Start of Block
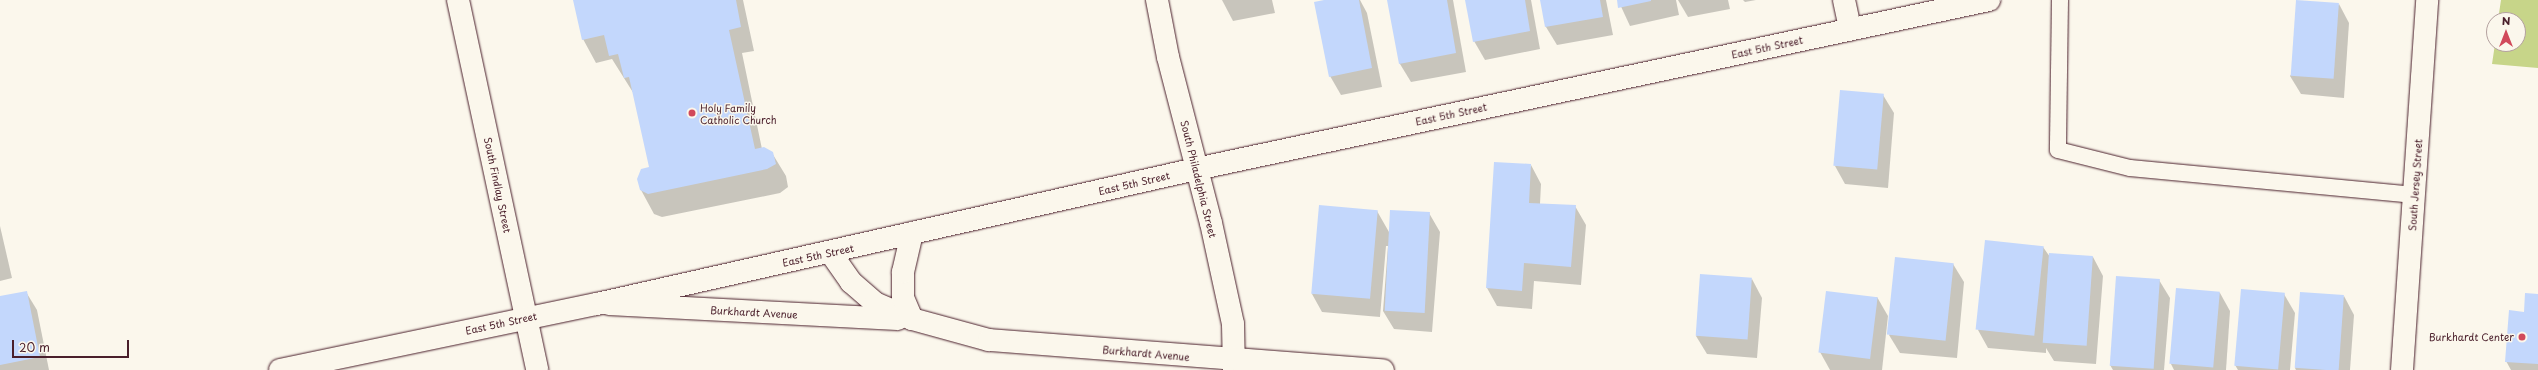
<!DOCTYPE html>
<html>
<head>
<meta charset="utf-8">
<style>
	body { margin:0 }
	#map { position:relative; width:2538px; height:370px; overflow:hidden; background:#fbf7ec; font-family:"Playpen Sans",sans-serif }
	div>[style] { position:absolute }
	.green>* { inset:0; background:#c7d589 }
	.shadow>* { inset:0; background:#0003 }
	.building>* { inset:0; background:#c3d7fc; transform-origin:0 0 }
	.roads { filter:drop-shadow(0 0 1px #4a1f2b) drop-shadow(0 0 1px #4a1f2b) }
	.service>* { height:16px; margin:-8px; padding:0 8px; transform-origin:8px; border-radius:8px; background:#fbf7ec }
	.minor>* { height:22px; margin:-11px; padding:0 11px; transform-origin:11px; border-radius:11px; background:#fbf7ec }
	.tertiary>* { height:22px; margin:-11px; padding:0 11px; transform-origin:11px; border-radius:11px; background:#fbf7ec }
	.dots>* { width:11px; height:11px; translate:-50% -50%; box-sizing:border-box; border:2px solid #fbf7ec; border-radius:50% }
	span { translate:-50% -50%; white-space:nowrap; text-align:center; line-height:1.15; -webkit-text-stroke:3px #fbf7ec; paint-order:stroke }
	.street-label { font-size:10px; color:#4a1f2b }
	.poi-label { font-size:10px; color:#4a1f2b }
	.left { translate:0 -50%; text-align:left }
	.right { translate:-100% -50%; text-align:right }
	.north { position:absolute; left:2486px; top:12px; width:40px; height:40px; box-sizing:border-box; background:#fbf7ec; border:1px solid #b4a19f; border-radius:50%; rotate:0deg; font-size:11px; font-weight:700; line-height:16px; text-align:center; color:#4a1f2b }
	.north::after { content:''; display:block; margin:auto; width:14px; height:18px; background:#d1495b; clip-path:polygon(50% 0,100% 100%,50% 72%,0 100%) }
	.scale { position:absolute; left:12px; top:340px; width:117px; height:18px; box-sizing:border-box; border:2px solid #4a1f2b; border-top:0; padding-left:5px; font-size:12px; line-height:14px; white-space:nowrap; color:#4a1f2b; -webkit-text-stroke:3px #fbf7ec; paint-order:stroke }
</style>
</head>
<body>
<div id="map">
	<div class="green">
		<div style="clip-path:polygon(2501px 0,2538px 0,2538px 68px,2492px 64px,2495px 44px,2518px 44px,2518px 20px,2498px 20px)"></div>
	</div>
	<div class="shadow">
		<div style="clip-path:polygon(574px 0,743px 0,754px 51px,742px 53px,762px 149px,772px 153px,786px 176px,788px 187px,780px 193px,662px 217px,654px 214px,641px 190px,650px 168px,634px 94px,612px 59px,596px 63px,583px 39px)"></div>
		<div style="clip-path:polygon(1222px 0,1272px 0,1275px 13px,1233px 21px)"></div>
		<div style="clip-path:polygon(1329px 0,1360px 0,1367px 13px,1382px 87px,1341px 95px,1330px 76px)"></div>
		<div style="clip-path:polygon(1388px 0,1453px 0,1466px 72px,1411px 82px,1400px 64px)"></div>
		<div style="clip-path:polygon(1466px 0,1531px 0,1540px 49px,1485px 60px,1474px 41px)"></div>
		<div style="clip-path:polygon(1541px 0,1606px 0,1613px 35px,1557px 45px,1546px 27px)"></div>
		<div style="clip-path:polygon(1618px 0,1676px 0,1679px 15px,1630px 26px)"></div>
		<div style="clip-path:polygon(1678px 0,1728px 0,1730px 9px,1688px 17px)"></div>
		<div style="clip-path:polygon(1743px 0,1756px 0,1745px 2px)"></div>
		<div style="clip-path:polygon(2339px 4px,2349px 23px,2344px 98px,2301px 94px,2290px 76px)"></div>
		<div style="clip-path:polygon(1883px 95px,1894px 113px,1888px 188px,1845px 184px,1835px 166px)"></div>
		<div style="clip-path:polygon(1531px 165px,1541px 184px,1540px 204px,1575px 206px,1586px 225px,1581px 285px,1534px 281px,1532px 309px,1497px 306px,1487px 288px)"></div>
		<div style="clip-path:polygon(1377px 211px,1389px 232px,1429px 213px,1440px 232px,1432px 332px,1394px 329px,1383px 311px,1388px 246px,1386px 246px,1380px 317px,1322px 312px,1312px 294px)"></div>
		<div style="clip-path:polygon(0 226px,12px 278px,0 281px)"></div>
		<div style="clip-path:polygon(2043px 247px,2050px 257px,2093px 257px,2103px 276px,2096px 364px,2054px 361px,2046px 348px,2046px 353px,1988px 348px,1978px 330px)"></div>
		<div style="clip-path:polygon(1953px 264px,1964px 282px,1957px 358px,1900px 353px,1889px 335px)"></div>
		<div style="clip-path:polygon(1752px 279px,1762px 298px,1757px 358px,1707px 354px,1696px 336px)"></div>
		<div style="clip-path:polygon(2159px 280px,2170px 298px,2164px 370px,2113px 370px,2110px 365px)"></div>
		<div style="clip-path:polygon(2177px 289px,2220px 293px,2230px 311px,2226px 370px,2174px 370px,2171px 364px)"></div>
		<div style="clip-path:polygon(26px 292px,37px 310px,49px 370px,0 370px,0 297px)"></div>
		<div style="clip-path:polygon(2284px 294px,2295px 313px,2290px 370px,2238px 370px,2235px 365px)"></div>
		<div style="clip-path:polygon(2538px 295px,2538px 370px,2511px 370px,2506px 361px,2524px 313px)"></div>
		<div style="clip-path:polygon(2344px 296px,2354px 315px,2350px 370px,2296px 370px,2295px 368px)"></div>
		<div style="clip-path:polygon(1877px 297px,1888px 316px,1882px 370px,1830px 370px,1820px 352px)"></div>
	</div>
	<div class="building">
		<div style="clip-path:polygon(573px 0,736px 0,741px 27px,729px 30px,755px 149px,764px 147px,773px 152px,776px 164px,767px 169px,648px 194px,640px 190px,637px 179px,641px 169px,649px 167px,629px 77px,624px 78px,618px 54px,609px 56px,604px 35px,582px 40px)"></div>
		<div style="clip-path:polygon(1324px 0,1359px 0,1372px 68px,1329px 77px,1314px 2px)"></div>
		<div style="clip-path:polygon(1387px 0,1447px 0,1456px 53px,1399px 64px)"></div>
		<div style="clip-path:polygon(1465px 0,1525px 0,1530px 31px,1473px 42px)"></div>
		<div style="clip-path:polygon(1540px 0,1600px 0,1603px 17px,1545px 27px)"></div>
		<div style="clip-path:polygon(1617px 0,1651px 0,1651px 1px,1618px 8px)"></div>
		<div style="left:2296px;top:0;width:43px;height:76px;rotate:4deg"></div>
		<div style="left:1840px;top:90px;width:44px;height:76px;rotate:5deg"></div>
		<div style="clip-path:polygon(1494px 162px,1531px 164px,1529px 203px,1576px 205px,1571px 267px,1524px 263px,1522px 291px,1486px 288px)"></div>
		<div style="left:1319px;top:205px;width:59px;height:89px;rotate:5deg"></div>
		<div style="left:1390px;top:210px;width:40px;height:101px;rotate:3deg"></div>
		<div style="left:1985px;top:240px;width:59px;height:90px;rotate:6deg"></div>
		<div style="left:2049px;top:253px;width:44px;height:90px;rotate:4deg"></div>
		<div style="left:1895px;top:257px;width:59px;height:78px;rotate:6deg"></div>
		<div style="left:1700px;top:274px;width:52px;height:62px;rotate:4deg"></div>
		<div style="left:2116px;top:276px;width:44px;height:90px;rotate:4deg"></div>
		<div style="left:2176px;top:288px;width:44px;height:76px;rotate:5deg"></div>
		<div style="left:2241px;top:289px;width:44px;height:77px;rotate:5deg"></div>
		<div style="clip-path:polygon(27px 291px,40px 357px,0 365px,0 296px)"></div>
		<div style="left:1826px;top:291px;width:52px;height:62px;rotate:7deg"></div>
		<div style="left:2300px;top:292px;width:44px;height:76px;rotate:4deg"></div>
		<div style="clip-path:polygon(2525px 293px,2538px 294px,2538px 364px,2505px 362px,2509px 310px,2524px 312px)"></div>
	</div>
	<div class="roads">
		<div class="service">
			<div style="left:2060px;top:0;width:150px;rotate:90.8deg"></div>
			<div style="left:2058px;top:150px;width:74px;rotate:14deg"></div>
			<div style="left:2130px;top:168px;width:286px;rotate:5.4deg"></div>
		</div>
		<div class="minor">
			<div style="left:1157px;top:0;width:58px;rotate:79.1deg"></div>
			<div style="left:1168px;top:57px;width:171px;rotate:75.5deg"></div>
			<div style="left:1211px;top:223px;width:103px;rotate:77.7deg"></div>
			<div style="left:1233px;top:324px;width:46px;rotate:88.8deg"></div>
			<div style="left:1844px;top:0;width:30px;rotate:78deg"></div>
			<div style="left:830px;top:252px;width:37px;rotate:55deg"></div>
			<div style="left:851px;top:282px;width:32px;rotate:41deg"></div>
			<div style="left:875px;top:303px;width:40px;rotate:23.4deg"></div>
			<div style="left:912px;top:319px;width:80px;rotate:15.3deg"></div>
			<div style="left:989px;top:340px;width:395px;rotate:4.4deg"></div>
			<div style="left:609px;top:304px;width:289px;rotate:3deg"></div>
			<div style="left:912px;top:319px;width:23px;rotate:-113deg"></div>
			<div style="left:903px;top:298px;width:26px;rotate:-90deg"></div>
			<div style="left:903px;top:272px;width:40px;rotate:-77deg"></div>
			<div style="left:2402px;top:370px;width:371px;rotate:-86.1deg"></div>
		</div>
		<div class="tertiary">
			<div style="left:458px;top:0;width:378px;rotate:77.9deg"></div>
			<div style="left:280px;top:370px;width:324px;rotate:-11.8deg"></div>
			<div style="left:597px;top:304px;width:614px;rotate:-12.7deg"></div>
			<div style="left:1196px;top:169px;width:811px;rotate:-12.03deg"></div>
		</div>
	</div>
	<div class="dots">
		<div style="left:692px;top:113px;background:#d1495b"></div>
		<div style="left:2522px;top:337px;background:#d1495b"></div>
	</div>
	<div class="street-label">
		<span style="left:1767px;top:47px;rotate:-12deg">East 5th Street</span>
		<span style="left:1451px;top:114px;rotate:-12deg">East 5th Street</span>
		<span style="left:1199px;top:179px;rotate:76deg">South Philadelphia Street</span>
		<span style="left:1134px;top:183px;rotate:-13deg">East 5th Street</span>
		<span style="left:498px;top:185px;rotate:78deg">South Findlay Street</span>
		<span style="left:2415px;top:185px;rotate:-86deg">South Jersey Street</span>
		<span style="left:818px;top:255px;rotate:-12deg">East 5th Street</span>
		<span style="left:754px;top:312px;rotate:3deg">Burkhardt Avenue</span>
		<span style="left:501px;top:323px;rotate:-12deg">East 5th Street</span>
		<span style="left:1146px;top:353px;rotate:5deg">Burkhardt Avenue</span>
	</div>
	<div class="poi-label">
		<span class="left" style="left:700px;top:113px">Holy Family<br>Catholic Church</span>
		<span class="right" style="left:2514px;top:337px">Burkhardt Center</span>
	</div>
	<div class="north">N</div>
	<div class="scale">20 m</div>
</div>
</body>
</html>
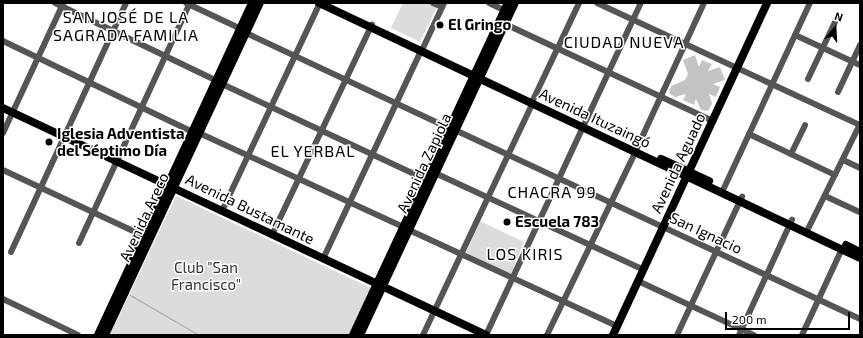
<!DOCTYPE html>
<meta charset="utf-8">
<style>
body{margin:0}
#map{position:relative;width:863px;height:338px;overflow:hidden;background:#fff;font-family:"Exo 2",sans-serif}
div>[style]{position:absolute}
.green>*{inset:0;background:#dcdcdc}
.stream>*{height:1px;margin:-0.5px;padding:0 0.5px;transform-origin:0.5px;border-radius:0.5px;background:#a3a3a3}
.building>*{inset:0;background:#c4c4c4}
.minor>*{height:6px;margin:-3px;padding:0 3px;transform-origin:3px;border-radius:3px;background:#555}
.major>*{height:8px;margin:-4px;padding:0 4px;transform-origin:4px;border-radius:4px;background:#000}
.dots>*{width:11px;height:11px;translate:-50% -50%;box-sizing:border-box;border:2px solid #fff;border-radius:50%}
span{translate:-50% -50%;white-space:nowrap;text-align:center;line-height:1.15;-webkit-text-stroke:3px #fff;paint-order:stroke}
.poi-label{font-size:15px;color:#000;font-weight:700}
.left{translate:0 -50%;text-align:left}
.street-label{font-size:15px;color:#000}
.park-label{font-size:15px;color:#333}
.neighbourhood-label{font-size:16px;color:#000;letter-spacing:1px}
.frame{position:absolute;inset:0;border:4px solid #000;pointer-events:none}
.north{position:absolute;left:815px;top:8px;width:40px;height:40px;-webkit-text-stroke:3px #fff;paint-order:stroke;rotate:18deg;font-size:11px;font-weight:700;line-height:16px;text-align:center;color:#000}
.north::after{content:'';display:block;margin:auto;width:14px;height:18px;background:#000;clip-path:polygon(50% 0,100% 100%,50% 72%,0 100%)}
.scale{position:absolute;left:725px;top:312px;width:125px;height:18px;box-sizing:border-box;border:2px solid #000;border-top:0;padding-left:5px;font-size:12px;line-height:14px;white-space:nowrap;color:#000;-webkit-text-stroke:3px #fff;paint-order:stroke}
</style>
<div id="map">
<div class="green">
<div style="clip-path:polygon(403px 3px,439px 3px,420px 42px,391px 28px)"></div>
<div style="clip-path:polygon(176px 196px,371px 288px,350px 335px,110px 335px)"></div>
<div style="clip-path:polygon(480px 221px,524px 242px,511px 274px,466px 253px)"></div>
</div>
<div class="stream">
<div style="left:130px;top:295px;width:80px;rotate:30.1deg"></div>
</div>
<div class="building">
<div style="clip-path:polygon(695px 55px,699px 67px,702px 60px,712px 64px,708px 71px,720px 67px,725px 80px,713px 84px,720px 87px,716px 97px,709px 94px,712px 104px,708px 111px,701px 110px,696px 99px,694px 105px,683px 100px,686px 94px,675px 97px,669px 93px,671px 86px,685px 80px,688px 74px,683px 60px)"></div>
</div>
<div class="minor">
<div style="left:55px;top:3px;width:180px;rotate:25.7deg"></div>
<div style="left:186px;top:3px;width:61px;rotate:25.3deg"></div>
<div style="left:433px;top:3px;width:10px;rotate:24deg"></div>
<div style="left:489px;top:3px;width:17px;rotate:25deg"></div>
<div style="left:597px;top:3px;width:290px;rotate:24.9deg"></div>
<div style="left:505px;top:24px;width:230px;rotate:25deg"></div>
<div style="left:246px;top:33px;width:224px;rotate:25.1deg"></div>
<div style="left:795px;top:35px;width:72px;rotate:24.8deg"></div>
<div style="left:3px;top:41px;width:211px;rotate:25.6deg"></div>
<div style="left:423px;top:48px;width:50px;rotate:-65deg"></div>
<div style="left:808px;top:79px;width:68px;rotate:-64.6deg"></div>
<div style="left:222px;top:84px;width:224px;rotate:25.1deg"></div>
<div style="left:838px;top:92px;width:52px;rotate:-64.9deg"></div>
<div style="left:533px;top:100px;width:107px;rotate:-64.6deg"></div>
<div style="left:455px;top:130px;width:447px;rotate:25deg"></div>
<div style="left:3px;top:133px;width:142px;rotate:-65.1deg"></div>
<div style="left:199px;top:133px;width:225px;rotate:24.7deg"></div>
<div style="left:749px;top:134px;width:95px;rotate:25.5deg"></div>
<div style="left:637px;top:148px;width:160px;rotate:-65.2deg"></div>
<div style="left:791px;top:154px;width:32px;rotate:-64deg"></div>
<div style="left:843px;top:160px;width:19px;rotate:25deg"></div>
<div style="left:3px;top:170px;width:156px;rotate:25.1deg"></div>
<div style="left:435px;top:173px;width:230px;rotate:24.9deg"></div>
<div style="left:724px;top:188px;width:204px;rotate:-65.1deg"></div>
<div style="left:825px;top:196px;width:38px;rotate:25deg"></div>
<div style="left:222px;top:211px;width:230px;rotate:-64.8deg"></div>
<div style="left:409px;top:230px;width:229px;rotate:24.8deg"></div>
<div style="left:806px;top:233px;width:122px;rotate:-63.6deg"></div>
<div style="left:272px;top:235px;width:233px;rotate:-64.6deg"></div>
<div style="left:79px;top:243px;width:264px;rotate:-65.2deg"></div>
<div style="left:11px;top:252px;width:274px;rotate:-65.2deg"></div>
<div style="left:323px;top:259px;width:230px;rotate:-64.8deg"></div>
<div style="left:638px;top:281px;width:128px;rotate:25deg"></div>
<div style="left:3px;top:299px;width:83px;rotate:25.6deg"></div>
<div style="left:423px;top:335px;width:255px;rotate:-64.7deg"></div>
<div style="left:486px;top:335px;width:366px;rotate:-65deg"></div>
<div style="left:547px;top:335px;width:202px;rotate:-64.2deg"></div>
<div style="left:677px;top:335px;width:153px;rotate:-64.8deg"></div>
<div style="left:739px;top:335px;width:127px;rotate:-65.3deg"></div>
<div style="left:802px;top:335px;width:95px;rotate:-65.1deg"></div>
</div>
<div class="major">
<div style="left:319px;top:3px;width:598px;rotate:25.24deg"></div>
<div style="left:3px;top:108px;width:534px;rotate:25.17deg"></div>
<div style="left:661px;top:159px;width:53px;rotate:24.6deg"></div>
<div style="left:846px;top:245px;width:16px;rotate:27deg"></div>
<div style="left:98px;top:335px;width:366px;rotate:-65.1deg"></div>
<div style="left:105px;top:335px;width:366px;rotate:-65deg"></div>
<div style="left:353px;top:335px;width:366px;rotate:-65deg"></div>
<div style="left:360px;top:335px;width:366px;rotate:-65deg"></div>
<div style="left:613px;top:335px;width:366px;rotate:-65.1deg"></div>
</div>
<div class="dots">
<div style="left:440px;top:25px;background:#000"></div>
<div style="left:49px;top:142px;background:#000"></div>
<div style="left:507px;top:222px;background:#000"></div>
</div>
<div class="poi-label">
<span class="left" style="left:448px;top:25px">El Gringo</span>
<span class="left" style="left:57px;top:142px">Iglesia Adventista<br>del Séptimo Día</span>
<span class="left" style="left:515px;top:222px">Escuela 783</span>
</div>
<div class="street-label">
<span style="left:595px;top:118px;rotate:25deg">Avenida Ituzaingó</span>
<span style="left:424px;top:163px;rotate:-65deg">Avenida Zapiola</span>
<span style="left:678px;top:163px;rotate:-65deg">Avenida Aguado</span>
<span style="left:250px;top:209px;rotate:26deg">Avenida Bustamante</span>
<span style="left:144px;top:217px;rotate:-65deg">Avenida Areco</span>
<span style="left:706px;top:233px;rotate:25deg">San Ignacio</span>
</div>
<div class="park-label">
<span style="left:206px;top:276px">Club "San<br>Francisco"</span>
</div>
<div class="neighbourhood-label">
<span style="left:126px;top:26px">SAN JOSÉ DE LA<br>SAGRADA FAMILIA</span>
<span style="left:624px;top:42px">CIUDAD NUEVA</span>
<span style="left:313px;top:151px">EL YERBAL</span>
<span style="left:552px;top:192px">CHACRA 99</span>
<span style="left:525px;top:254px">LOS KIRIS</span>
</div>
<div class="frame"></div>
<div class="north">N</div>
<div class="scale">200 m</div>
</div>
End of Block
» Exercise aim:
Only the number is needed here: how many lines in the data contain "stream"?

» Solution to this exercise:
2